* Your goal
Exact reproduction required: the lines below from the line with "Please mark all" to the line with "Find all text", both ends included, and no others.

* Data shown
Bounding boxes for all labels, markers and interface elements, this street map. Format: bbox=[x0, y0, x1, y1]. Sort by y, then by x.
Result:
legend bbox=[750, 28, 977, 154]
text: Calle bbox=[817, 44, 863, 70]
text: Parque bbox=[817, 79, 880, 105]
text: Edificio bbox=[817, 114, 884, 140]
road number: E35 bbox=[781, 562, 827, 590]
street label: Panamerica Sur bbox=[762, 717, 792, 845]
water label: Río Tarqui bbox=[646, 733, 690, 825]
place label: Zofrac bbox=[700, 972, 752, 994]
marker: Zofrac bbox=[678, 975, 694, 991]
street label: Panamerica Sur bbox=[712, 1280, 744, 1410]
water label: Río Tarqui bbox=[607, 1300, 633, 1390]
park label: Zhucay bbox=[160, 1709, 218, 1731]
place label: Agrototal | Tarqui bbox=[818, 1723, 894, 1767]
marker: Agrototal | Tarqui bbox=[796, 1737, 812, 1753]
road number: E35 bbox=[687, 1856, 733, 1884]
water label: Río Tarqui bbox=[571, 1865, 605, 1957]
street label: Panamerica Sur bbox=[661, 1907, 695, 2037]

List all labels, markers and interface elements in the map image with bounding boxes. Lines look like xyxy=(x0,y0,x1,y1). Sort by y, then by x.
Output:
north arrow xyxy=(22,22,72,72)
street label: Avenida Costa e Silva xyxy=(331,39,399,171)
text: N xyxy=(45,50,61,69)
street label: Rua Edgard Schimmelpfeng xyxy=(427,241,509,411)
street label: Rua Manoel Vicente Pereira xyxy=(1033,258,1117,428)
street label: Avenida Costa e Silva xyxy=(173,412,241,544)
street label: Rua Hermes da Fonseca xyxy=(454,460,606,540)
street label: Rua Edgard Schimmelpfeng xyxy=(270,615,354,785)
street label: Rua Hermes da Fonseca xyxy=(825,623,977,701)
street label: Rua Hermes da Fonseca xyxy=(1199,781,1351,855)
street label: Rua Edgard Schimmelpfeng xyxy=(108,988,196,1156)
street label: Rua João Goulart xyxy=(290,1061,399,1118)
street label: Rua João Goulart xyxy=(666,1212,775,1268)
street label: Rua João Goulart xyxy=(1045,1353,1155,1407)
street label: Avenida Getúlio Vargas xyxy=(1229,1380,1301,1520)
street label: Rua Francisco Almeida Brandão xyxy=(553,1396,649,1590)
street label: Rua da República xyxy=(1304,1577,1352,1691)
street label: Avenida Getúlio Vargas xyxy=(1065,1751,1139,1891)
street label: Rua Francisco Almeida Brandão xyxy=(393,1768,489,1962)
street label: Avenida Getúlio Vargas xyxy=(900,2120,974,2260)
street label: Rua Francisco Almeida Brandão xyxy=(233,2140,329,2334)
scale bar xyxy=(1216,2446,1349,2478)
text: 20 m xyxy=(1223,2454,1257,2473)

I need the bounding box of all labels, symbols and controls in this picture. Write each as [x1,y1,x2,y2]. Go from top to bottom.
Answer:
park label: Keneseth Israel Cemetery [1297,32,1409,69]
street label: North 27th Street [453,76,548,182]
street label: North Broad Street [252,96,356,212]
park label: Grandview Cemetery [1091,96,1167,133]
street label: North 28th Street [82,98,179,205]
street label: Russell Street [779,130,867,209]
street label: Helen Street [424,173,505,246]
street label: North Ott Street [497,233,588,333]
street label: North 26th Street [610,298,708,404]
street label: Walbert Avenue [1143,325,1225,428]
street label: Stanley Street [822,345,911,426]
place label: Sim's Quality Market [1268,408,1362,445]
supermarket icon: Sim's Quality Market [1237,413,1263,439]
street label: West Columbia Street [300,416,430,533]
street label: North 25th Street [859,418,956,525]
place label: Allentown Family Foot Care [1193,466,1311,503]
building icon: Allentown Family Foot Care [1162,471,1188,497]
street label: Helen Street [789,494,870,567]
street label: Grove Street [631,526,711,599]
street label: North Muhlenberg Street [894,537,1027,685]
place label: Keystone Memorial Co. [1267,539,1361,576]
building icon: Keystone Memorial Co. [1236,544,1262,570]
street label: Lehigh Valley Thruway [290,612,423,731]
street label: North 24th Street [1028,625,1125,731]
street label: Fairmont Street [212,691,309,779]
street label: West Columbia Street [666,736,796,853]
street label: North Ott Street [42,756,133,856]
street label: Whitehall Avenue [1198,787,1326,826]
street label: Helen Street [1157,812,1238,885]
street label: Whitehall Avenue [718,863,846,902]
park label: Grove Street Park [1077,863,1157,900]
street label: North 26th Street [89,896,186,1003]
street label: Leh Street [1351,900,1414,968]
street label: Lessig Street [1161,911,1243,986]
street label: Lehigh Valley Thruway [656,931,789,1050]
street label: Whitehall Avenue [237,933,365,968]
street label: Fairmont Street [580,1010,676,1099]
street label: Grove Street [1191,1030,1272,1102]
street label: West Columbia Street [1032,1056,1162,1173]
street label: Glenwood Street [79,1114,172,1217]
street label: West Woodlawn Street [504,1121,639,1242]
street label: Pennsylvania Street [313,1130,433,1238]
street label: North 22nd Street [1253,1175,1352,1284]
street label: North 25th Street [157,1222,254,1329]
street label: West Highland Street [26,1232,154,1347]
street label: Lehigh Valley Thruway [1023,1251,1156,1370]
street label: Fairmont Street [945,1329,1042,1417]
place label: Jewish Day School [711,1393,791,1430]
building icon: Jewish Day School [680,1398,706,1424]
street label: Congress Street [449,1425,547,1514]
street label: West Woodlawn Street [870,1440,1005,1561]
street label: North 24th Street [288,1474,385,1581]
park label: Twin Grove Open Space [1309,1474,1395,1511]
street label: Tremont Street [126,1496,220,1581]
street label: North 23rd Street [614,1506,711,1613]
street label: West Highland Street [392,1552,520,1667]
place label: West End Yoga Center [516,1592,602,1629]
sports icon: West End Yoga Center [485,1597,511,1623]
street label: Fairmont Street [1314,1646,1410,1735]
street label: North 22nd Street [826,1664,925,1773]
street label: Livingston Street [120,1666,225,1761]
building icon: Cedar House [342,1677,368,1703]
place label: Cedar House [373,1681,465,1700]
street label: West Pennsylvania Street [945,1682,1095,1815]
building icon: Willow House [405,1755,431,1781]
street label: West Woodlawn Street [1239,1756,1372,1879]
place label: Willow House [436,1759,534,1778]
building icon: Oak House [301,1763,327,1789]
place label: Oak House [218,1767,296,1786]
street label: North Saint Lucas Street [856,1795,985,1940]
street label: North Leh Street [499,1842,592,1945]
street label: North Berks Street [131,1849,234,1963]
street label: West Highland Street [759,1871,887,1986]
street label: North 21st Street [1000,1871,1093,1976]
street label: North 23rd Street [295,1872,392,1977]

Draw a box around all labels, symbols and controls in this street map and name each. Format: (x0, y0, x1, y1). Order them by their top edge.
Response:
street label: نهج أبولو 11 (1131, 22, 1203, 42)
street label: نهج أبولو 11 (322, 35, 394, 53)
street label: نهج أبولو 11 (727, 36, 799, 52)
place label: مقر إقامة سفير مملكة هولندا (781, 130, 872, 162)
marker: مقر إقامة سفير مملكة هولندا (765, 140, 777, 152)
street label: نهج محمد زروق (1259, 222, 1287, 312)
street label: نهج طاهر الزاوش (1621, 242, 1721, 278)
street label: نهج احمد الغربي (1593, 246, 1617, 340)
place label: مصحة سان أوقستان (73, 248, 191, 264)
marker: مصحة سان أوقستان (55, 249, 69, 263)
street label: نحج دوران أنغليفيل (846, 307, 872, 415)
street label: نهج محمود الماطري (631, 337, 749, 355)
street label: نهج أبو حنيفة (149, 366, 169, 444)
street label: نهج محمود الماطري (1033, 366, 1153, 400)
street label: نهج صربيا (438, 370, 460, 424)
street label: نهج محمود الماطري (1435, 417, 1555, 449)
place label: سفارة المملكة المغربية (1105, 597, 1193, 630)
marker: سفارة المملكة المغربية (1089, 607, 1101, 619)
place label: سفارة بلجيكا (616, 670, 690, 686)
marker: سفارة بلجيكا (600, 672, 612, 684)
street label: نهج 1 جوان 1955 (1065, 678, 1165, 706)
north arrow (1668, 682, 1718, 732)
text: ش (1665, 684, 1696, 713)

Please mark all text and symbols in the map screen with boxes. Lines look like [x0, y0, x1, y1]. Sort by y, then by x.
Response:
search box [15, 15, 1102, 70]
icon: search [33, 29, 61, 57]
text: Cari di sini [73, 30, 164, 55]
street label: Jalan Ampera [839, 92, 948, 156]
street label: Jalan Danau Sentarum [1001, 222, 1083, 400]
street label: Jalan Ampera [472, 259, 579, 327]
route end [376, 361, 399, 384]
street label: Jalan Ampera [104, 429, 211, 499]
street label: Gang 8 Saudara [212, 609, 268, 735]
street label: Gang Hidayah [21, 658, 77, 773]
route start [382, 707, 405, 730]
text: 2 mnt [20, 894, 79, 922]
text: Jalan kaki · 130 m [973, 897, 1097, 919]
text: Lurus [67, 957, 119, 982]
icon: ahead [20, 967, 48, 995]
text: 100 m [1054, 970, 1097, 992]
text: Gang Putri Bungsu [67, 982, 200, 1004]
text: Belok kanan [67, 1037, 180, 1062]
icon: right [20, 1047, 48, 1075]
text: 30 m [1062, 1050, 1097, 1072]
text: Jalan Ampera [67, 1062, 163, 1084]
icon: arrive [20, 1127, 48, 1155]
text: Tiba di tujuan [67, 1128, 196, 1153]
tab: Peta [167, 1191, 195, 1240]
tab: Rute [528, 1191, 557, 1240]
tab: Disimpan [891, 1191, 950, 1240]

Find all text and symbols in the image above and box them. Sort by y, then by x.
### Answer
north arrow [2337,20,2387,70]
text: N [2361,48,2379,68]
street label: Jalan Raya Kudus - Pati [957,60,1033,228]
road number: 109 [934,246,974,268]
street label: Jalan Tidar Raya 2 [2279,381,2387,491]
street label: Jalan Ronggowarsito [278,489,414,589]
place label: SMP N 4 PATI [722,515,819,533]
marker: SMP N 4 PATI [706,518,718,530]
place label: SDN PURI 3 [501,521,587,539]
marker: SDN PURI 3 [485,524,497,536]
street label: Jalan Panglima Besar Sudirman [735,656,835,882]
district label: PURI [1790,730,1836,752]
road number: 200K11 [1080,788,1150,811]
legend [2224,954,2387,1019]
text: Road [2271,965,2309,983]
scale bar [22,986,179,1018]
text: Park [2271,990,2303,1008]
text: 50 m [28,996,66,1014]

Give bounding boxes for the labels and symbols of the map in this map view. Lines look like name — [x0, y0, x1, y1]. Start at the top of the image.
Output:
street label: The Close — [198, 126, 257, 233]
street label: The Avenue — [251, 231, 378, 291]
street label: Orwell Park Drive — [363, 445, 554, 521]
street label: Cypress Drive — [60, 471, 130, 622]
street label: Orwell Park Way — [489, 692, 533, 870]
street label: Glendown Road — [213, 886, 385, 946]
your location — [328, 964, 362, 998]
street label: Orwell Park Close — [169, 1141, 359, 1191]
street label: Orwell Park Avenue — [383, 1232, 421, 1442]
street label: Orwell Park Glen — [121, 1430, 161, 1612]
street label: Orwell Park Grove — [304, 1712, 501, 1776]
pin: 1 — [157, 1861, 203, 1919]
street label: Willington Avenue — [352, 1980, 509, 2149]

* Answer area
Please mark all text and symbols in the map screen with boxes. Lines look like [x0, y0, x1, y1]. Sort by y, then by x.
Response:
search box [15, 15, 1102, 70]
icon: search [33, 29, 61, 57]
text: Cari di sini [73, 30, 164, 55]
street label: Jalan Ampera [839, 92, 948, 156]
street label: Jalan Danau Sentarum [1001, 222, 1083, 400]
street label: Jalan Ampera [472, 259, 579, 327]
route end [376, 361, 399, 384]
street label: Jalan Ampera [104, 429, 211, 499]
street label: Gang 8 Saudara [212, 609, 268, 735]
street label: Gang Hidayah [21, 658, 77, 773]
route start [382, 707, 405, 730]
text: 2 mnt [20, 894, 79, 922]
text: Jalan kaki · 130 m [973, 897, 1097, 919]
text: Lurus [67, 957, 119, 982]
icon: ahead [20, 967, 48, 995]
text: 100 m [1054, 970, 1097, 992]
text: Gang Putri Bungsu [67, 982, 200, 1004]
text: Belok kanan [67, 1037, 180, 1062]
icon: right [20, 1047, 48, 1075]
text: 30 m [1062, 1050, 1097, 1072]
text: Jalan Ampera [67, 1062, 163, 1084]
icon: arrive [20, 1127, 48, 1155]
text: Tiba di tujuan [67, 1128, 196, 1153]
tab: Peta [167, 1191, 195, 1240]
tab: Rute [528, 1191, 557, 1240]
tab: Disimpan [891, 1191, 950, 1240]

Find all text and symbols in the image above and box them. Sort by y, then by x.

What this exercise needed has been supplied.